Hello from my kitchen table, at the beginning of what they call a heat wave here in the PNW. (It’s going to get all the way up to 85 degrees! “Heat wave”! Adorable. 😂)

Later today, we’ll perform the last show of the first month of our Virtual House Concert Tour, and I wanted to write today and tell you what an absolutely wonderful experience it’s been.

We have 25 Virtual House Concerts under our belt as of this afternoon. Every show has been performed by me and Jamie from our basement here in Tacoma, Washington, and beamed out over Zoom to our host and their guests each night.

We’ve had people Zooming in from … Alaska, Arizona, California, Colorado, Connecticut, Florida, Hawaii, Illinois, Indiana, Kentucky, Maine, Maryland, Massachusetts, Michigan, Minnesota, Missouri, Montana, Nevada, New Jersey, New York, Pennsylvania, Oregon, Texas, Vermont, Washington, Washington DC, and Wisconsin, as well as from Australia, Canada, Hong Kong, Panama, Poland, Spain, and The Netherlands. WOW!

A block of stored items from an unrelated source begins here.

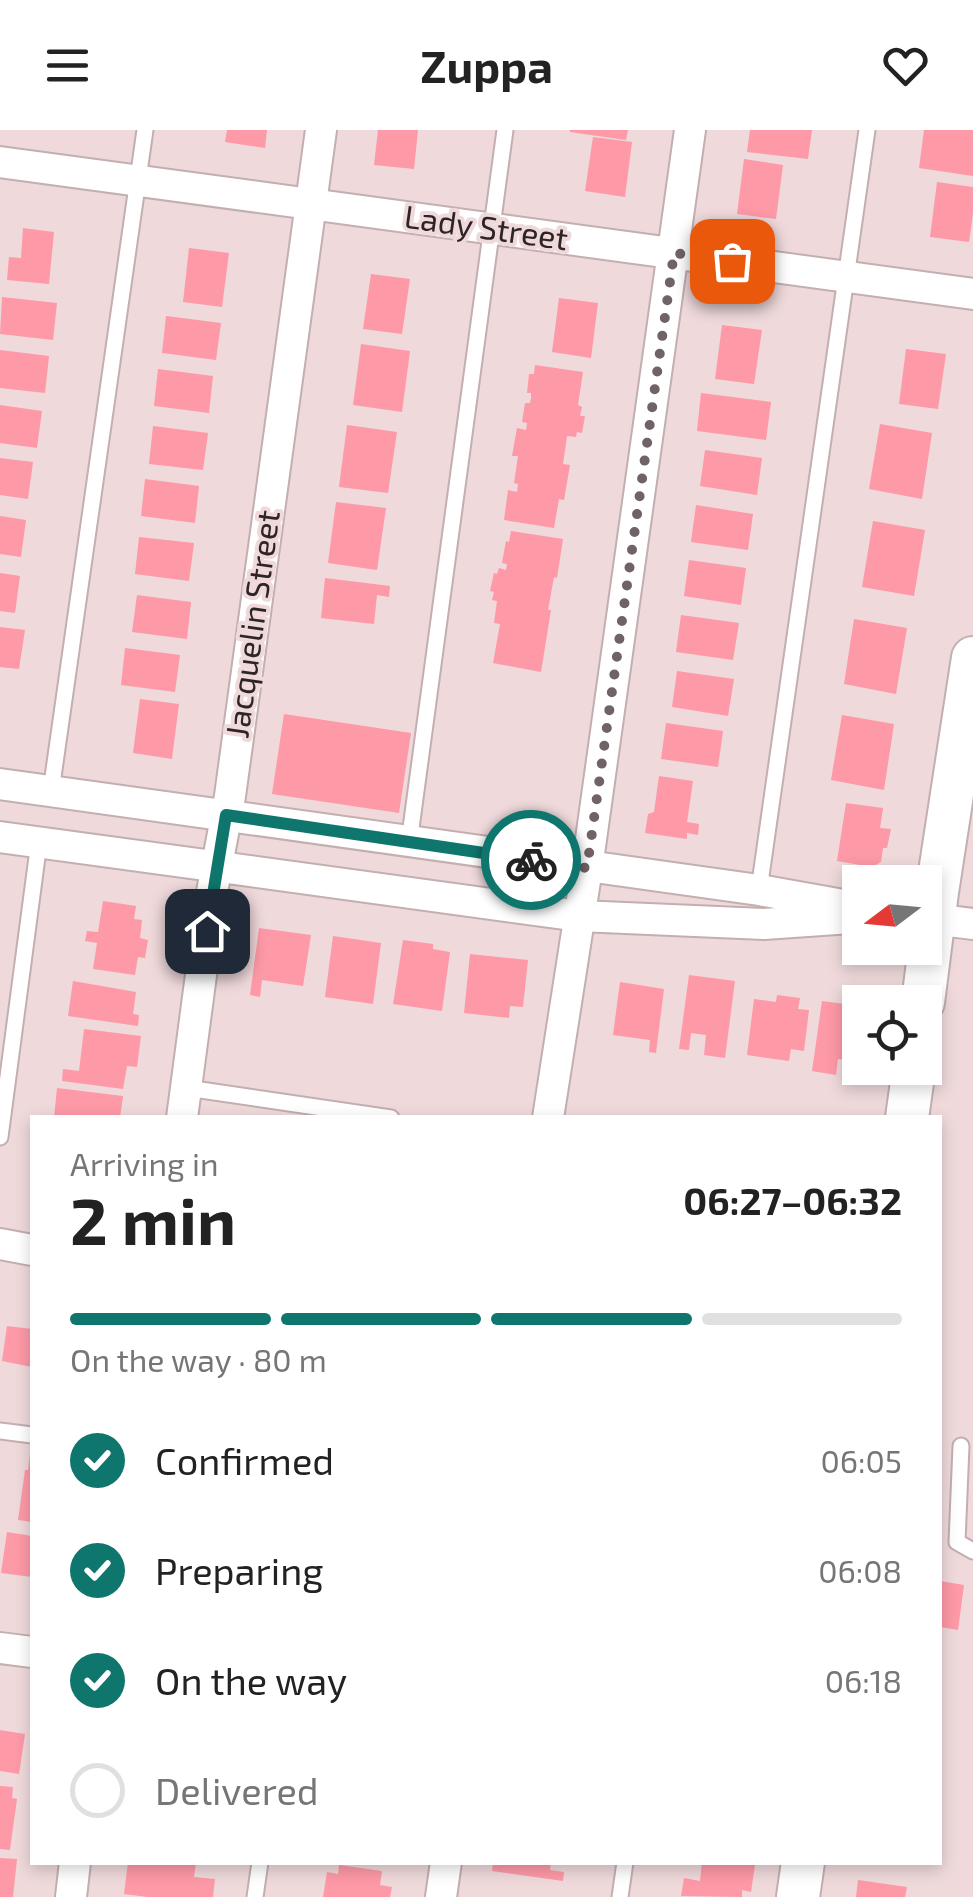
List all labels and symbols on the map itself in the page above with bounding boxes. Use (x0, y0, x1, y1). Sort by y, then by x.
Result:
street label: Lady Street (402, 196, 570, 256)
pin (690, 219, 775, 304)
street label: Jacquelin Street (216, 507, 286, 740)
courier (481, 810, 581, 910)
north arrow (842, 865, 942, 965)
pin (165, 889, 250, 974)

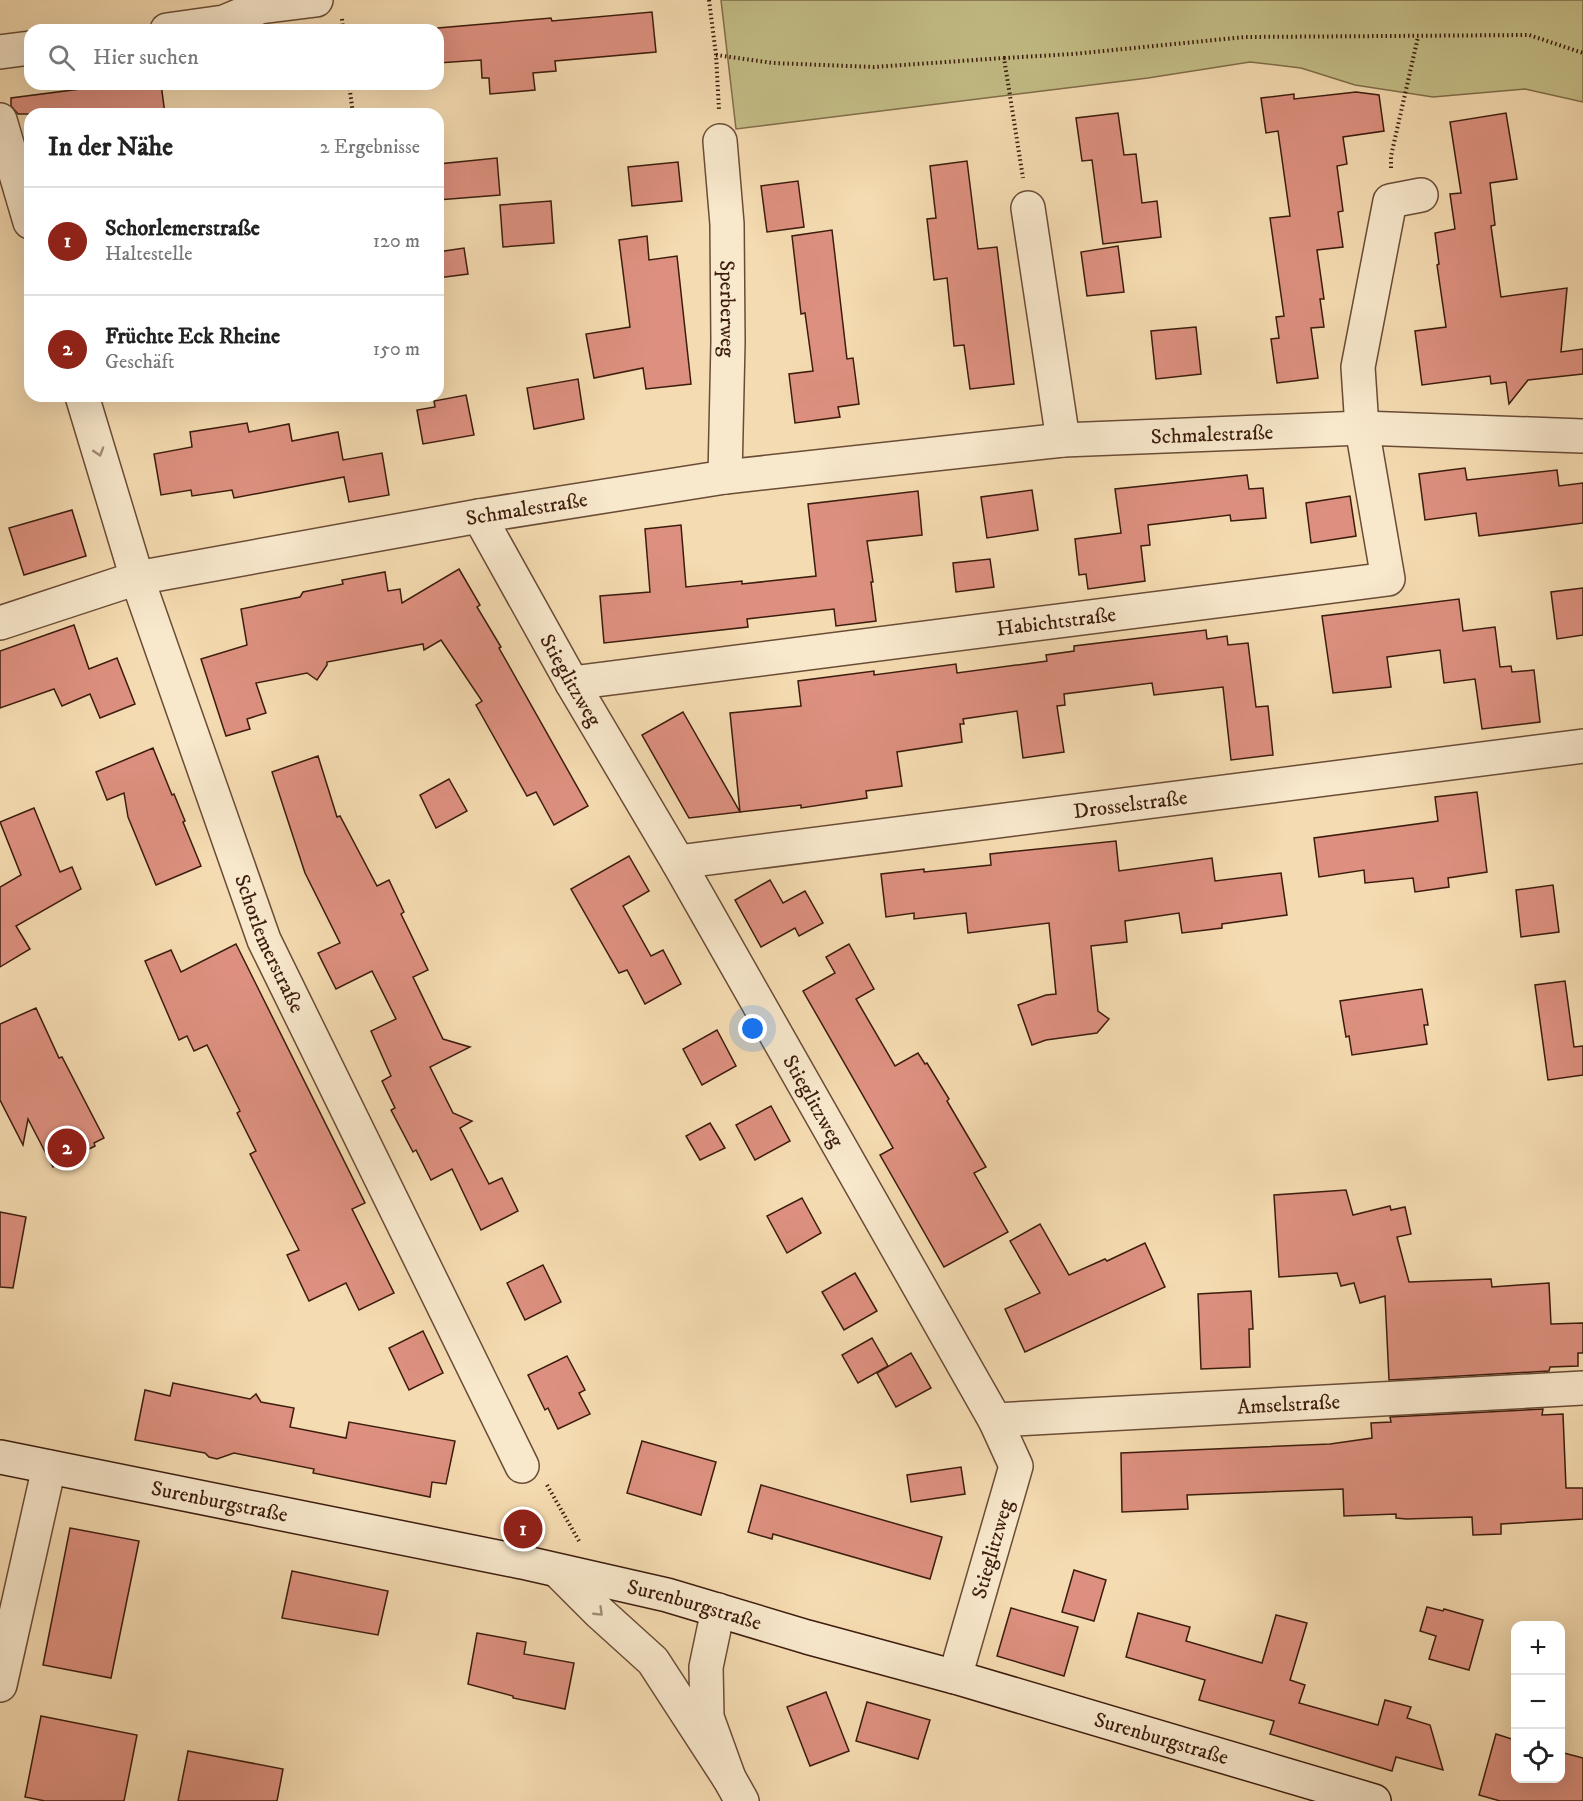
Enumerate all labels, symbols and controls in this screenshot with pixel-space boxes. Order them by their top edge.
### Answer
search box [24,24,444,90]
icon: search [45,41,78,74]
text: Hier suchen [93,44,199,71]
text: In der Nähe [48,131,173,164]
text: 2 Ergebnisse [320,135,420,160]
text: Schorlemerstraße [105,215,260,242]
text: 1 [64,229,71,254]
text: 120 m [373,229,420,254]
text: Haltestelle [105,242,193,267]
street label: Sperberweg [713,260,740,358]
text: Früchte Eck Rheine [105,323,280,350]
text: 2 [63,337,72,362]
text: 150 m [373,337,420,362]
text: Geschäft [105,350,174,375]
street label: Schmalestraße [1150,420,1274,450]
one-way arrow [92,446,104,457]
street label: Schmalestraße [464,487,590,532]
street label: Habichtstraße [995,602,1118,643]
street label: Stieglitzweg [533,630,607,732]
street label: Drosselstraße [1072,785,1189,825]
street label: Schorlemerstraße [228,871,310,1018]
your location [738,1014,767,1043]
street label: Stieglitzweg [776,1051,850,1153]
pin: 2 [48,1126,86,1170]
street label: Amselstraße [1236,1389,1341,1421]
street label: Surenburgstraße [149,1476,290,1529]
street label: Stieglitzweg [966,1496,1020,1602]
pin: 1 [504,1506,542,1552]
street label: Surenburgstraße [624,1574,765,1637]
one-way arrow [592,1605,603,1616]
map controls [1511,1621,1565,1783]
button: + [1511,1621,1565,1675]
button: − [1511,1675,1565,1729]
street label: Surenburgstraße [1091,1707,1232,1771]
button: locate [1511,1729,1565,1783]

And because everyone is on camera during the concert, we get to actually see and be with each other for the duration of the event. And it is SO GREAT TO BE WITH PEOPLE right now. Can I get an “amen?!”

Don’t get me wrong: I have loved the moments of solitude that this time of self-isolation has offered me, I am grateful for a comfortable home in which to spend this time, and I love spending my days with my partner-in-crime and best friend Jamie, of course.

But I also recognize a need deep within my soul to connect. With humans. And doing so in this extraordinary time comes with an extra layer of challenges. Every single night of our tour has confirmed for me that humans are incredible — we know we need each other, and we find a way to make the connections we need, even when we can’t be together in the same room.

My heart has been filled up every night with the experience of sharing energy, music, stories, joys, pains, struggles, and triumphs with the people who have shown up. Humans find a way. We are amazing.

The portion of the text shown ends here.